Collected data
******
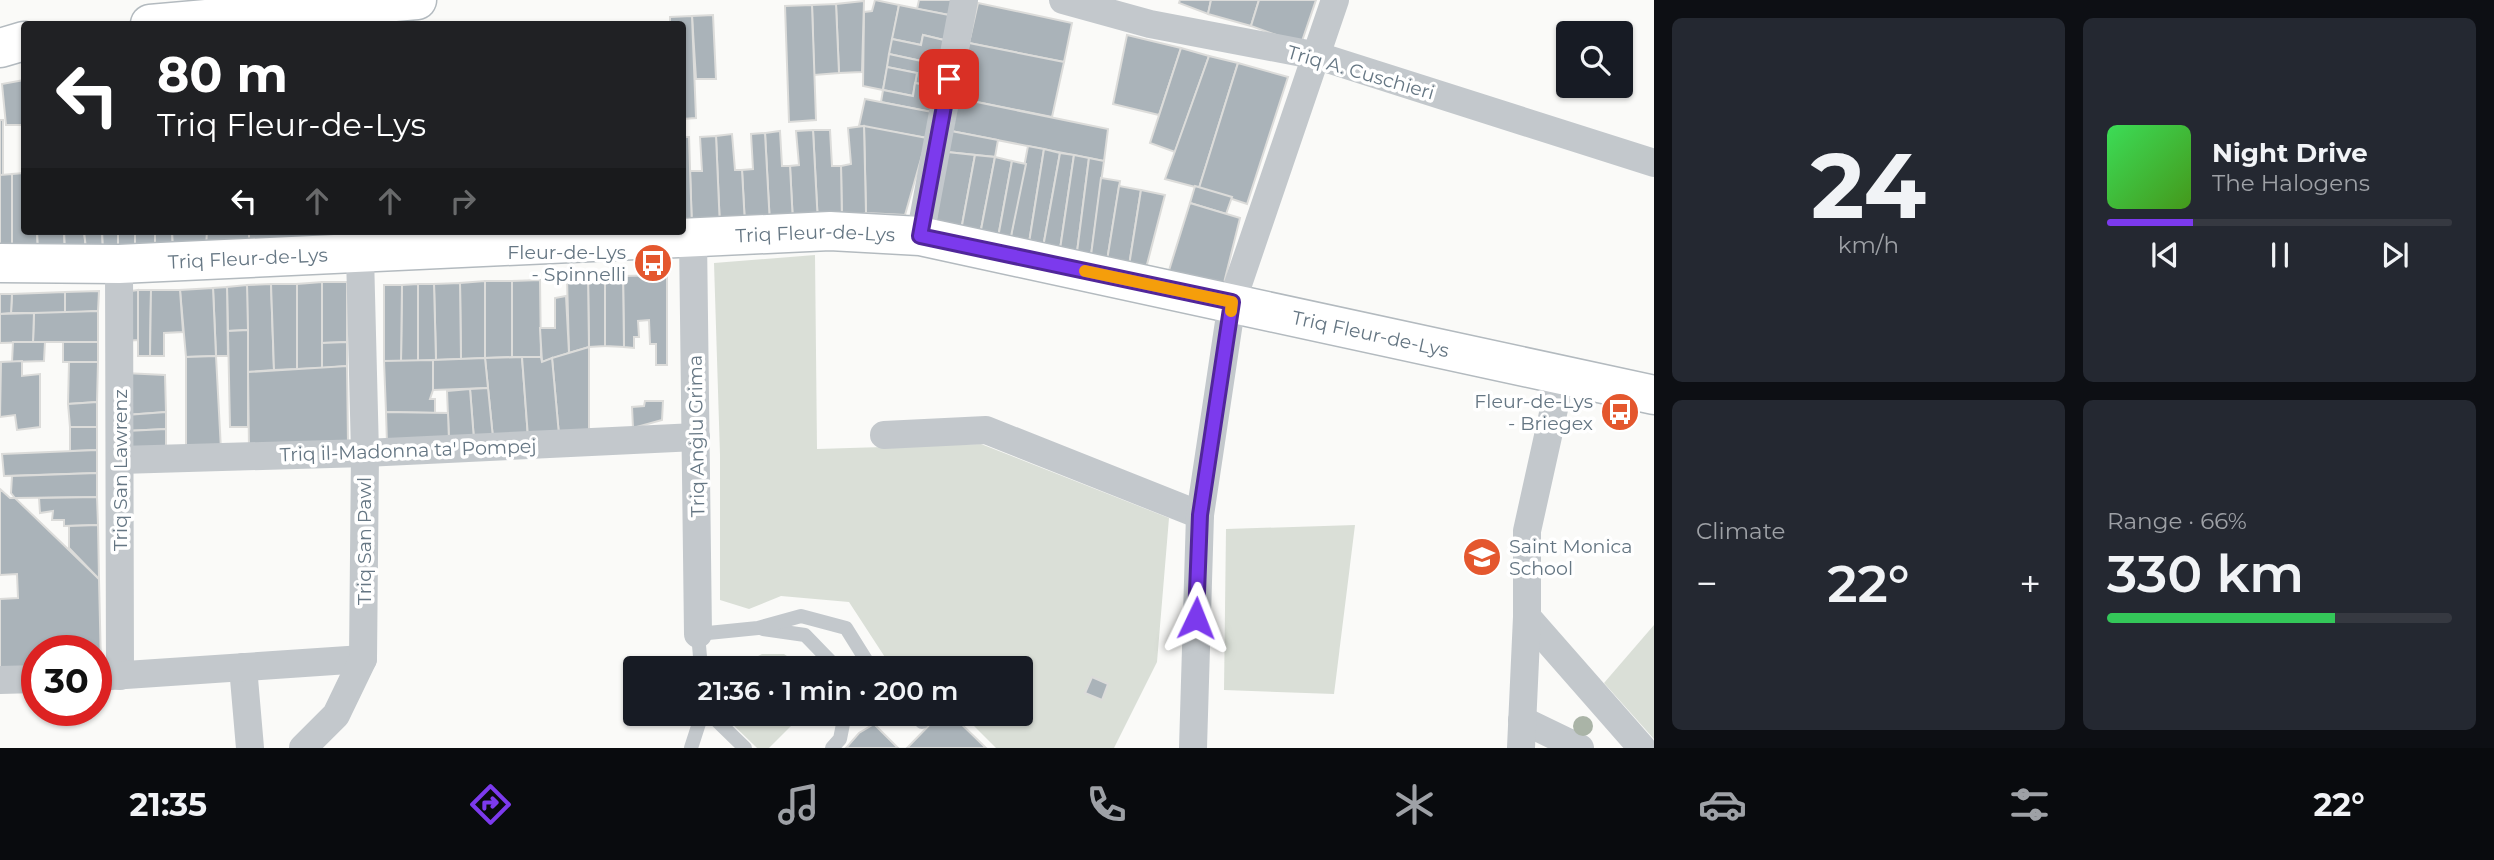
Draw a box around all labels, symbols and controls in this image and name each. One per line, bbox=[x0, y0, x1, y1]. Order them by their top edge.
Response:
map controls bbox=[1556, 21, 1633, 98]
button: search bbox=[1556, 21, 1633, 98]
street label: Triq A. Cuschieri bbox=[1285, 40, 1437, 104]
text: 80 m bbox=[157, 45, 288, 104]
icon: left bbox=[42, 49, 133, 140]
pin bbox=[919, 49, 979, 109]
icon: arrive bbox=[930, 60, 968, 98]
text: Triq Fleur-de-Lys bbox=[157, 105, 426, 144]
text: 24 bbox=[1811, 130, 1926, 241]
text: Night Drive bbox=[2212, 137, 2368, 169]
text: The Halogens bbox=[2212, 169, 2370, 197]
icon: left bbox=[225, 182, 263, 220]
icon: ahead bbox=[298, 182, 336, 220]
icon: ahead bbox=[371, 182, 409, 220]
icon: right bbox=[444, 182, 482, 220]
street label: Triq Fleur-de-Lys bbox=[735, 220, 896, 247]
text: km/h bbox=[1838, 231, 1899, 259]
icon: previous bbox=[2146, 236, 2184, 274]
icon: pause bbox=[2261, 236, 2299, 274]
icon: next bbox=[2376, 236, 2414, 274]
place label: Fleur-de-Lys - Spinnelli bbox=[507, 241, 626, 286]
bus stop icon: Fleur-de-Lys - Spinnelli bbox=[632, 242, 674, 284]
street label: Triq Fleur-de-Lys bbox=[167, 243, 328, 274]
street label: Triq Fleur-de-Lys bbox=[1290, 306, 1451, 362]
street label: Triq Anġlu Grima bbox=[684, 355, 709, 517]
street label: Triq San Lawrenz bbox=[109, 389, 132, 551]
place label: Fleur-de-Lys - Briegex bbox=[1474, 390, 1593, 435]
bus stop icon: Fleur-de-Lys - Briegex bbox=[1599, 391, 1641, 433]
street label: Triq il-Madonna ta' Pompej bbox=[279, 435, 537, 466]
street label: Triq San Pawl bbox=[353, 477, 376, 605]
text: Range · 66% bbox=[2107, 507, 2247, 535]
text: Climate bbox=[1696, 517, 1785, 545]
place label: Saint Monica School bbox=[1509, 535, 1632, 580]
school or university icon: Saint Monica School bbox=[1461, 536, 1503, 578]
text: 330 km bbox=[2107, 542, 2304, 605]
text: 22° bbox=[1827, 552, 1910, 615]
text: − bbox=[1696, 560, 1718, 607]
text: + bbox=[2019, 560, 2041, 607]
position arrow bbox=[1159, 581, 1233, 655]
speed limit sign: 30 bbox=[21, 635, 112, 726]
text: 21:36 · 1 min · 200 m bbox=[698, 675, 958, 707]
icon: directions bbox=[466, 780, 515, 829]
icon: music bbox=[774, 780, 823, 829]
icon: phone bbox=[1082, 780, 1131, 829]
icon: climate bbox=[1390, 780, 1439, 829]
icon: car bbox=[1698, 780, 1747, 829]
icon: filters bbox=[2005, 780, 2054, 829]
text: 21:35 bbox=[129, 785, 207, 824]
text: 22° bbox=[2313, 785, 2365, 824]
******
What this task involves ▸ With the pictures dropped, give every entry above again exactly.

Exercise response ▸
Draw a box around all labels, symbols and controls in this image and name each. One per line, bbox=[x0, y0, x1, y1]. Order them by their top edge.
Response:
map controls bbox=[1556, 21, 1633, 98]
button: search bbox=[1556, 21, 1633, 98]
street label: Triq A. Cuschieri bbox=[1285, 40, 1437, 104]
text: 80 m bbox=[157, 45, 288, 104]
icon: left bbox=[42, 49, 133, 140]
pin bbox=[919, 49, 979, 109]
icon: arrive bbox=[930, 60, 968, 98]
text: Triq Fleur-de-Lys bbox=[157, 105, 426, 144]
text: 24 bbox=[1811, 130, 1926, 241]
text: Night Drive bbox=[2212, 137, 2368, 169]
text: The Halogens bbox=[2212, 169, 2370, 197]
icon: left bbox=[225, 182, 263, 220]
icon: ahead bbox=[298, 182, 336, 220]
icon: ahead bbox=[371, 182, 409, 220]
icon: right bbox=[444, 182, 482, 220]
street label: Triq Fleur-de-Lys bbox=[735, 220, 896, 247]
text: km/h bbox=[1838, 231, 1899, 259]
icon: previous bbox=[2146, 236, 2184, 274]
icon: pause bbox=[2261, 236, 2299, 274]
icon: next bbox=[2376, 236, 2414, 274]
place label: Fleur-de-Lys - Spinnelli bbox=[507, 241, 626, 286]
bus stop icon: Fleur-de-Lys - Spinnelli bbox=[632, 242, 674, 284]
street label: Triq Fleur-de-Lys bbox=[167, 243, 328, 274]
street label: Triq Fleur-de-Lys bbox=[1290, 306, 1451, 362]
street label: Triq Anġlu Grima bbox=[684, 355, 709, 517]
street label: Triq San Lawrenz bbox=[109, 389, 132, 551]
place label: Fleur-de-Lys - Briegex bbox=[1474, 390, 1593, 435]
bus stop icon: Fleur-de-Lys - Briegex bbox=[1599, 391, 1641, 433]
street label: Triq il-Madonna ta' Pompej bbox=[279, 435, 537, 466]
street label: Triq San Pawl bbox=[353, 477, 376, 605]
text: Range · 66% bbox=[2107, 507, 2247, 535]
text: Climate bbox=[1696, 517, 1785, 545]
place label: Saint Monica School bbox=[1509, 535, 1632, 580]
school or university icon: Saint Monica School bbox=[1461, 536, 1503, 578]
text: 330 km bbox=[2107, 542, 2304, 605]
text: 22° bbox=[1827, 552, 1910, 615]
text: − bbox=[1696, 560, 1718, 607]
text: + bbox=[2019, 560, 2041, 607]
position arrow bbox=[1159, 581, 1233, 655]
speed limit sign: 30 bbox=[21, 635, 112, 726]
text: 21:36 · 1 min · 200 m bbox=[698, 675, 958, 707]
icon: directions bbox=[466, 780, 515, 829]
icon: music bbox=[774, 780, 823, 829]
icon: phone bbox=[1082, 780, 1131, 829]
icon: climate bbox=[1390, 780, 1439, 829]
icon: car bbox=[1698, 780, 1747, 829]
icon: filters bbox=[2005, 780, 2054, 829]
text: 21:35 bbox=[129, 785, 207, 824]
text: 22° bbox=[2313, 785, 2365, 824]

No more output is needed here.